** Task material follows **

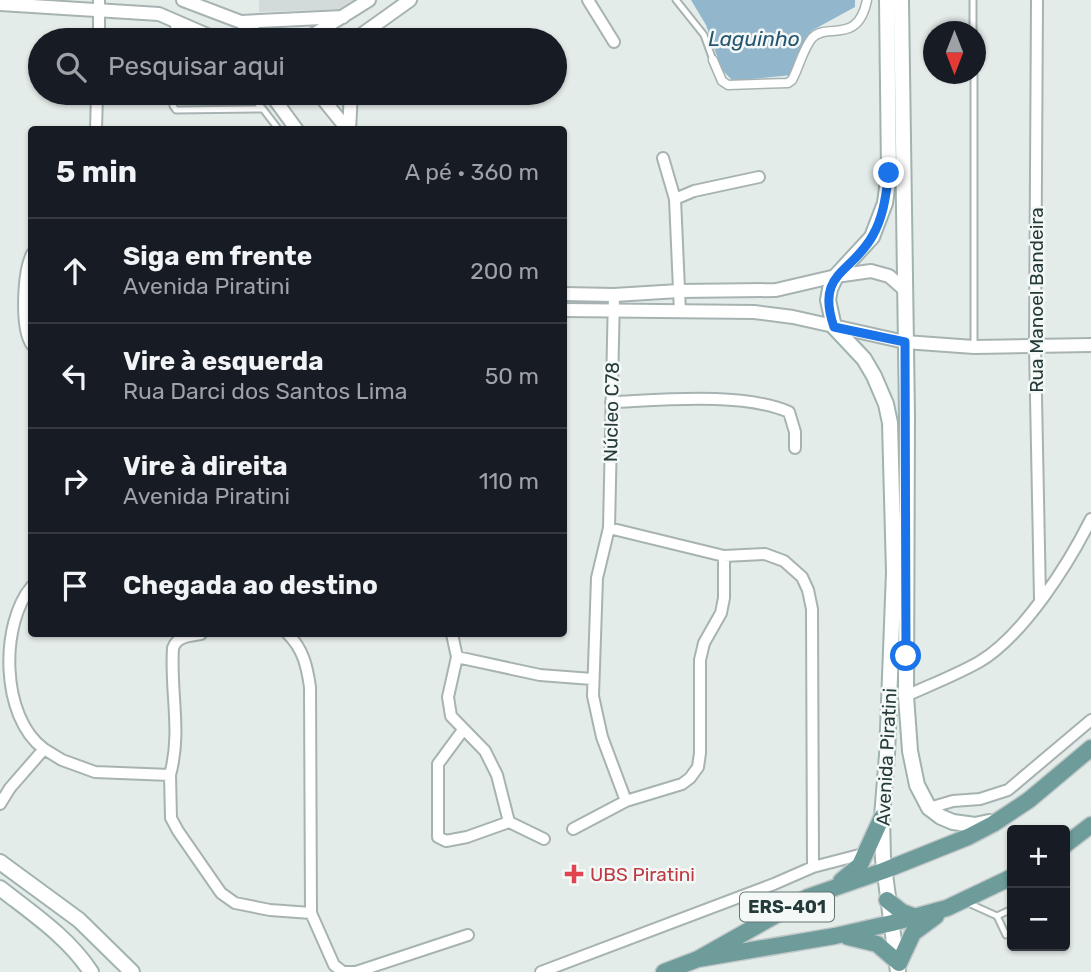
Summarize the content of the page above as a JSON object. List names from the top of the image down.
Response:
{
  "streets": {
    "main road": ["Avenida Piratini", "ERS-401"],
    "street": ["Rua Manoel Bandeira", "Núcleo C78"]
  },
  "crossings": [
    ["Avenida Piratini", "ERS-401"]
  ],
  "water": ["Laguinho"],
  "places": {
    "health": ["UBS Piratini"]
  },
  "north": "bottom",
  "page": {
    "search": "Pesquisar aqui",
    "heading": ["5 min", "A pé · 360 m"],
    "list": [
      ["Siga em frente", "Avenida Piratini", "200 m"],
      ["Vire à esquerda", "Rua Darci dos Santos Lima", "50 m"],
      ["Vire à direita", "Avenida Piratini", "110 m"],
      "Chegada ao destino"
    ],
    "map_buttons": ["+", "−"]
  }
}
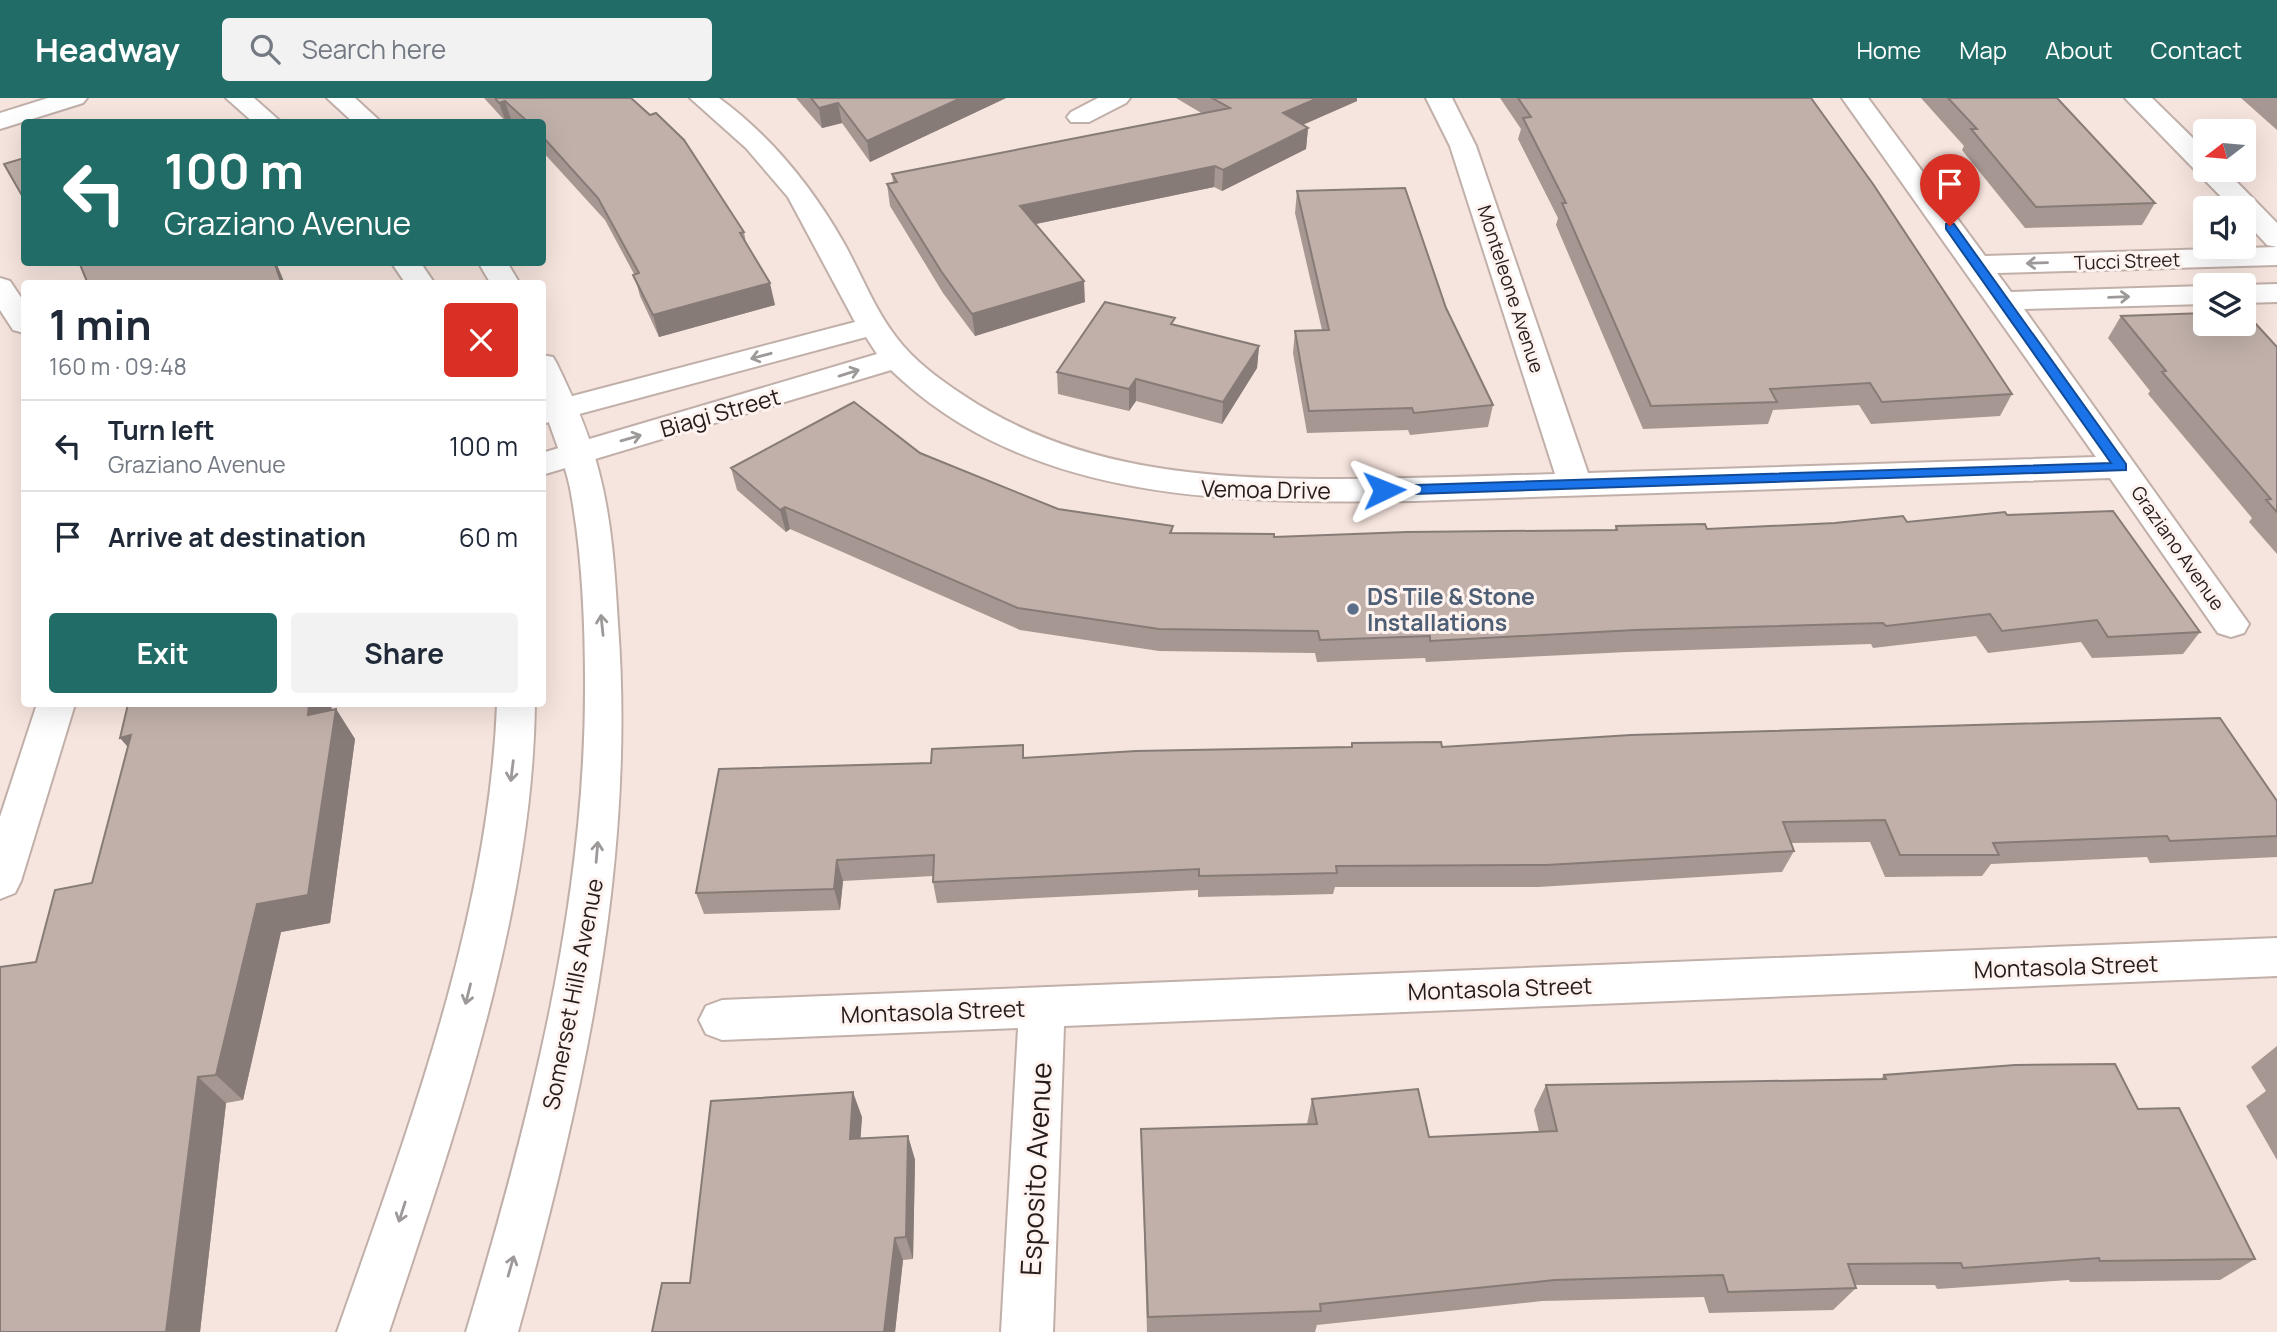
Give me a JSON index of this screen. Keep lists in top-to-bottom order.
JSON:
{
  "streets": {
    "street": [
      "Tucci Street",
      "Monteleone Avenue",
      "Biagi Street",
      "Vemoa Drive",
      "Graziano Avenue",
      "Montasola Street",
      "Somerset Hills Avenue",
      "Esposito Avenue"
    ]
  },
  "crossings": [
    ["Tucci Street", "Graziano Avenue"],
    ["Monteleone Avenue", "Vemoa Drive"],
    ["Biagi Street", "Vemoa Drive"],
    ["Biagi Street", "Somerset Hills Avenue"],
    ["Vemoa Drive", "Graziano Avenue"],
    ["Montasola Street", "Esposito Avenue"]
  ],
  "places": ["DS Tile & Stone Installations"],
  "north": "left",
  "page": {
    "header": "Headway",
    "search": "Search here",
    "nav": [
      "Home",
      "Map",
      "About",
      "Contact"
    ],
    "turn": ["100 m", "Graziano Avenue"],
    "heading": ["1 min", "160 m · 09:48"],
    "list": [
      {
        "name": "Turn left",
        "note": "Graziano Avenue",
        "value": "100 m"
      },
      {
        "name": "Arrive at destination",
        "value": "60 m"
      }
    ],
    "buttons": ["Exit", "Share"]
  }
}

** End of Task material **

What you return must match each record exactly and contain no images.

Your solution:
Summarize the content of the page above as a JSON object. List names from the top of the image down.
Response:
{
  "streets": {
    "main road": ["Avenida Piratini", "ERS-401"],
    "street": ["Rua Manoel Bandeira", "Núcleo C78"]
  },
  "crossings": [
    ["Avenida Piratini", "ERS-401"]
  ],
  "water": ["Laguinho"],
  "places": {
    "health": ["UBS Piratini"]
  },
  "north": "bottom",
  "page": {
    "search": "Pesquisar aqui",
    "heading": ["5 min", "A pé · 360 m"],
    "list": [
      ["Siga em frente", "Avenida Piratini", "200 m"],
      ["Vire à esquerda", "Rua Darci dos Santos Lima", "50 m"],
      ["Vire à direita", "Avenida Piratini", "110 m"],
      "Chegada ao destino"
    ],
    "map_buttons": ["+", "−"]
  }
}
Give me a JSON index of this screen. Keep lists in top-to-bottom order.
JSON:
{
  "streets": {
    "street": [
      "Tucci Street",
      "Monteleone Avenue",
      "Biagi Street",
      "Vemoa Drive",
      "Graziano Avenue",
      "Montasola Street",
      "Somerset Hills Avenue",
      "Esposito Avenue"
    ]
  },
  "crossings": [
    ["Tucci Street", "Graziano Avenue"],
    ["Monteleone Avenue", "Vemoa Drive"],
    ["Biagi Street", "Vemoa Drive"],
    ["Biagi Street", "Somerset Hills Avenue"],
    ["Vemoa Drive", "Graziano Avenue"],
    ["Montasola Street", "Esposito Avenue"]
  ],
  "places": ["DS Tile & Stone Installations"],
  "north": "left",
  "page": {
    "header": "Headway",
    "search": "Search here",
    "nav": [
      "Home",
      "Map",
      "About",
      "Contact"
    ],
    "turn": ["100 m", "Graziano Avenue"],
    "heading": ["1 min", "160 m · 09:48"],
    "list": [
      {
        "name": "Turn left",
        "note": "Graziano Avenue",
        "value": "100 m"
      },
      {
        "name": "Arrive at destination",
        "value": "60 m"
      }
    ],
    "buttons": ["Exit", "Share"]
  }
}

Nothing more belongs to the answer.